Content starts
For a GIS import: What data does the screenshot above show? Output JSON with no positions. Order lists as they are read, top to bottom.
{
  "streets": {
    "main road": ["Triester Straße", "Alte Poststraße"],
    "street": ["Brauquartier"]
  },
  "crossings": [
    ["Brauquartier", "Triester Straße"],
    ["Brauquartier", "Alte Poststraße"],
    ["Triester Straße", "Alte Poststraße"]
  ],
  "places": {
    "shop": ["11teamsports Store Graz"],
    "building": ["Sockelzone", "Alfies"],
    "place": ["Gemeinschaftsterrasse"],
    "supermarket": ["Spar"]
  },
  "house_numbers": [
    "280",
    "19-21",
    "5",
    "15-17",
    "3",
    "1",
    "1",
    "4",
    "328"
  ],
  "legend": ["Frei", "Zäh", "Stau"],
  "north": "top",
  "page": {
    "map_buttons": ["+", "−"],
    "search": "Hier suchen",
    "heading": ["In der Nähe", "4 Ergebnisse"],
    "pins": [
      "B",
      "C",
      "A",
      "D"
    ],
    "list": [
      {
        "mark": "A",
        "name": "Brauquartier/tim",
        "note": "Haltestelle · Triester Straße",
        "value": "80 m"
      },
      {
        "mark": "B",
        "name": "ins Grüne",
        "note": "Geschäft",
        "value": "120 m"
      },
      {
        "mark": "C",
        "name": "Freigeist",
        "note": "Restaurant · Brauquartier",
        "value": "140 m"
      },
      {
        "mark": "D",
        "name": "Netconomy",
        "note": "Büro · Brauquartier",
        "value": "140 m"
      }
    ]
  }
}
Content ends
# Work task:
What lines in the listing contain "name"? Copy them all.

# Response:
        "name": "Brauquartier/tim",
        "name": "ins Grüne",
        "name": "Freigeist",
        "name": "Netconomy",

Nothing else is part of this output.